Dünya Kupasının Ardından Kaynak : 15.07.2010 - Cumhuriyet Gazetesi | Yazdır

 

Bir Dünya Futbol Şampiyonası daha geride kaldı. Şampiyonaya damgasını vuran olayları şöyle bir gözden geçirelim.

Güney Afrika’da yapılan karşılaşmaların hâkim sesi, bir çeşit yerel zurna olan vuvuzela zırıltısıydı. Yalnızca statlardakiler değil, televizyon başındaki bütün izleyiciler bu zırıltıdan yakınır oldular. Ne var ki FIFA’nın yerel renk saydığı vuvuzela, şampiyonanın sonuna kadar egemenliğini sürdürdü. Şimdi korkumuz, vuvuzela modasının bütün dünyada yaygınlaşması tehlikesi olmalı, zira uğultusu hâlâ kulaklarımızda…

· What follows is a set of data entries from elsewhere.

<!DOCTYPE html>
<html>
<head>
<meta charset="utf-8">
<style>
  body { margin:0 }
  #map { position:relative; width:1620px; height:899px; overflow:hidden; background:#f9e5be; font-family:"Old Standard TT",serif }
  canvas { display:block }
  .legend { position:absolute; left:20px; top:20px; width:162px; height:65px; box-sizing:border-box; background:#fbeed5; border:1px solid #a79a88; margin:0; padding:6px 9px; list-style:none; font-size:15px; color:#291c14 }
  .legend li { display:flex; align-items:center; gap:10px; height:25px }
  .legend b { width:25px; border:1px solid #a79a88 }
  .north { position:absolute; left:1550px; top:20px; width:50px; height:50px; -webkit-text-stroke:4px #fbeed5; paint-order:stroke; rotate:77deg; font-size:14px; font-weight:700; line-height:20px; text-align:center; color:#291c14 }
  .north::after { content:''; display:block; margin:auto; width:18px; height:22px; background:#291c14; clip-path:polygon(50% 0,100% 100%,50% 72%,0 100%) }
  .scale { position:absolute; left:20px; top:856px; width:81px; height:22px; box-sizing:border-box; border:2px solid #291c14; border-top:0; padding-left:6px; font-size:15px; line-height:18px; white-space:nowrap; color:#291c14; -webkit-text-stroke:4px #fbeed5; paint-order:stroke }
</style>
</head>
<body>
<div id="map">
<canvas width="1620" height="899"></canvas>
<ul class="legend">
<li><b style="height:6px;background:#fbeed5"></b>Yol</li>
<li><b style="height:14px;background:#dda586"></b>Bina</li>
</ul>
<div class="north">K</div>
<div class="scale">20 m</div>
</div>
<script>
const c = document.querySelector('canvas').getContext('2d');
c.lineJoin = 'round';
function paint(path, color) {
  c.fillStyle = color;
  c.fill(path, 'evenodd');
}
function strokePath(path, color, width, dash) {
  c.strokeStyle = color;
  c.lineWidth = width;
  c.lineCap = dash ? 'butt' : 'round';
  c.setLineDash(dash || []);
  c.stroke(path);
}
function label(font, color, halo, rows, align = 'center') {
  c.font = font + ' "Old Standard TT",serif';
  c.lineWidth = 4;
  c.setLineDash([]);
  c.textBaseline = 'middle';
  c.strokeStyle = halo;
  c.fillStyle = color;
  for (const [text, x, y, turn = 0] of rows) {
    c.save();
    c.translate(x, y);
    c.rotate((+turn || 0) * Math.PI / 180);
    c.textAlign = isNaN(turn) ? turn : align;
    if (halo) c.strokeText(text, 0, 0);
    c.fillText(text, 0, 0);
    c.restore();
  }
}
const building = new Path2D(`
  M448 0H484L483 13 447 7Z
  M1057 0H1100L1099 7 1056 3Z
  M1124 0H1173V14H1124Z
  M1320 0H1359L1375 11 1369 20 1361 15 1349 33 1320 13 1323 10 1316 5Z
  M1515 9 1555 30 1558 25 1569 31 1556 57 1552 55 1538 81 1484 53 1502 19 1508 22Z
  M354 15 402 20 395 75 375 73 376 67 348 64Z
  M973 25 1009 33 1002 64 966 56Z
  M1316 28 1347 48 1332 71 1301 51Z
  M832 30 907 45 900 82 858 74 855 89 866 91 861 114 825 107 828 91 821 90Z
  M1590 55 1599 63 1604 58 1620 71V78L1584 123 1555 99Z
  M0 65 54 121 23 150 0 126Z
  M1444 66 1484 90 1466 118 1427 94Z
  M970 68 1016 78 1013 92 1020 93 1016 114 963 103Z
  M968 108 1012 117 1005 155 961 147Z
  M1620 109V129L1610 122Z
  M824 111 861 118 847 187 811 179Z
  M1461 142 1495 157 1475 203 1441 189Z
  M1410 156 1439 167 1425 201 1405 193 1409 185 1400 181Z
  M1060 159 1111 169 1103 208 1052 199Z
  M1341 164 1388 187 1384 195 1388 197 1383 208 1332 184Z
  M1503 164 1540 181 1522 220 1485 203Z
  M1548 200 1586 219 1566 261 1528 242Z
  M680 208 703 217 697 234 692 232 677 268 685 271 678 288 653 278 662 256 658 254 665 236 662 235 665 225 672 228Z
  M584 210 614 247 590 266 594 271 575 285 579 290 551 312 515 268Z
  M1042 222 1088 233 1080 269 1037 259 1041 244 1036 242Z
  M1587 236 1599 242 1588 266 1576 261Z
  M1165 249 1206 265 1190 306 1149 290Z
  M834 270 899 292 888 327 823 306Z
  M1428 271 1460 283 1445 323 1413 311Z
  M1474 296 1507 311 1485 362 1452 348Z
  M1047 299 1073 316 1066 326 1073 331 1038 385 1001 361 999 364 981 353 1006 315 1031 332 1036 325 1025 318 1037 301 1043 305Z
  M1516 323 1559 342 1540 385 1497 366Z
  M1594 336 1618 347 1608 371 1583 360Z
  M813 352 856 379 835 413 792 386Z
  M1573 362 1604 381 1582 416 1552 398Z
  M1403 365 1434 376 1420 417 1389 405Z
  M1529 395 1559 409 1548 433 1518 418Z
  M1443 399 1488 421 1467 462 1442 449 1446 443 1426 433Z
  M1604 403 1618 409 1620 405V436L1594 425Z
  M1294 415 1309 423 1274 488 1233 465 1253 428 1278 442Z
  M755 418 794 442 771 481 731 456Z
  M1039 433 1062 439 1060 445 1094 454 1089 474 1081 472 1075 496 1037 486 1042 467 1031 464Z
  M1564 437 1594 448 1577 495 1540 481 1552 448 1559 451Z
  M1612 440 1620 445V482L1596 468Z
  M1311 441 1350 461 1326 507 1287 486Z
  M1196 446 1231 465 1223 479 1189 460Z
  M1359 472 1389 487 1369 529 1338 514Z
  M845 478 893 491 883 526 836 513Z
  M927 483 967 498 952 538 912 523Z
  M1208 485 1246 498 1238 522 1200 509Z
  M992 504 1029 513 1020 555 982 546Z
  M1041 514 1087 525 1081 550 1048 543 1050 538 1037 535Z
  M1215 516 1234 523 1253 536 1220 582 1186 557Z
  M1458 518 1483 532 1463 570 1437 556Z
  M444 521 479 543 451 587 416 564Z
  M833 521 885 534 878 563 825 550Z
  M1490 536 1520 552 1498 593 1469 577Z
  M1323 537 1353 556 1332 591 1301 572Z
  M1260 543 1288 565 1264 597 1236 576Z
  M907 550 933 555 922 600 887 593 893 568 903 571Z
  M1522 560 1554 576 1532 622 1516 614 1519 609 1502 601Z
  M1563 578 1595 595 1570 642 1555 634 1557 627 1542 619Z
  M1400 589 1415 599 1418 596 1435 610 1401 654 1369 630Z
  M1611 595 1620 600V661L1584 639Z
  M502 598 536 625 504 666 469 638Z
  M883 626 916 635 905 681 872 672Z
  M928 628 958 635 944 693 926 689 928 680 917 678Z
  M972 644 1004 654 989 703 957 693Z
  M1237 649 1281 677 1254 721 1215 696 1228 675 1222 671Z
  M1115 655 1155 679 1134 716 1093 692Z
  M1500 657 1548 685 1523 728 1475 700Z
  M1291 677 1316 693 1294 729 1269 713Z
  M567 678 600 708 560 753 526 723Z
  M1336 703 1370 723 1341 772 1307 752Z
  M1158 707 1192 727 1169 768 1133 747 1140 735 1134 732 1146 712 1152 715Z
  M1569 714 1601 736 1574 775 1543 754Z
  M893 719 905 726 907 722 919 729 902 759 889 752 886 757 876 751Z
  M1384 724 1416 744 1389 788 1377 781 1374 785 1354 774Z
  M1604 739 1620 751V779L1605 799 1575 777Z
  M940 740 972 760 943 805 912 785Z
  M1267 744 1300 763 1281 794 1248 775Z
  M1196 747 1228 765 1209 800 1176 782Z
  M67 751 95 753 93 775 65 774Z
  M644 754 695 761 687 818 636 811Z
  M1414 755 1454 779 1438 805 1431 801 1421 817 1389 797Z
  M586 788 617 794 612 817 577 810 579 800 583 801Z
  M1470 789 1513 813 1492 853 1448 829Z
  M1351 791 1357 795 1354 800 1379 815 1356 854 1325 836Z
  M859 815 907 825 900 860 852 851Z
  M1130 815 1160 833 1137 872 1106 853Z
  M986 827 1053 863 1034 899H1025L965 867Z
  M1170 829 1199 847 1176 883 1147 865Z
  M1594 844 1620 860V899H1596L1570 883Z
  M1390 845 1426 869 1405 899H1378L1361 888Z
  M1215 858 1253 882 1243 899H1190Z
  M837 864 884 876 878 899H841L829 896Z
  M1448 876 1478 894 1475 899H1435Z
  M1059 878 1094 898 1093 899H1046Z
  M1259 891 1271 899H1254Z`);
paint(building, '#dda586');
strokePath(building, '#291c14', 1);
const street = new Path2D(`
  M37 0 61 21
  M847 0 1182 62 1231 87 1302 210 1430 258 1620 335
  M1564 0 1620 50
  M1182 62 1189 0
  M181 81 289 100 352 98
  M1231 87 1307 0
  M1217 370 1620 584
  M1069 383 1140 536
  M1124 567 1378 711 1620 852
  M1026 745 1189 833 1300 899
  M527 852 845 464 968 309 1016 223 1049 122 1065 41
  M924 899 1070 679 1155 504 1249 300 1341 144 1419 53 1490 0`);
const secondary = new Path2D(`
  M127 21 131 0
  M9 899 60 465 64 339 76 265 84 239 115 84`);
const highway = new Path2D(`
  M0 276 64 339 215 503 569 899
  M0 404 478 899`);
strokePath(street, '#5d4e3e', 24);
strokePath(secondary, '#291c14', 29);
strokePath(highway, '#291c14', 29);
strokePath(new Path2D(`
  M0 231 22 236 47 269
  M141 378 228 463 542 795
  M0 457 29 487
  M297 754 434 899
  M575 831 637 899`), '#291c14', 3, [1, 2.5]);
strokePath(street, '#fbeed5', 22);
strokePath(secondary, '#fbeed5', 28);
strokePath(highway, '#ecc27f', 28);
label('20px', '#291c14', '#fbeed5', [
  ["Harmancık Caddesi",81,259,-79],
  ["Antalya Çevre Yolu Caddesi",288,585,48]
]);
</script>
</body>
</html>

Şampiyonanın başarılı kıtası Avrupa’ydı. İlk üçü Avrupa takımları oluşturdu: İspanya, Hollanda ve Almanya… Öte yandan, Avrupa’nın futbolda iddialı ülkeleri, Fransa, İtalya ve İngiltere de düş kırıklığı yaratanlar arasındaydı. Onlara Güney Amerika’dan Brezilya ve Arjantin’i eklemek gerekiyor. Sonuçların, futbolda başarının lafla ya da boş iddialarla gelmediğini, disiplinli, programlı, sistemli çalışmalara dayandığını açıkça ortaya koyduğunu söyleyebiliriz.

Bu şampiyonada biz seyirciydik. Şampiyonanın eleme turlarındaki boş iddialarımız, böbürlenmelerimiz ve büyük laflarımız hiçbir işe yaramadı. Sonuçta, Güney Afrika yolu Türkiye’ye kapanıverdi. Böylece biz izleyici olduk; Alman takımının Türk asıllı oyuncusu Mesut Özil’le avunmaya çalıştık. Kulüplerimizden kovarak uzaklaştırdığımız Joachim Löv ve Vicente del Bosque’nin bize verdikleri dersi ibretle izledik.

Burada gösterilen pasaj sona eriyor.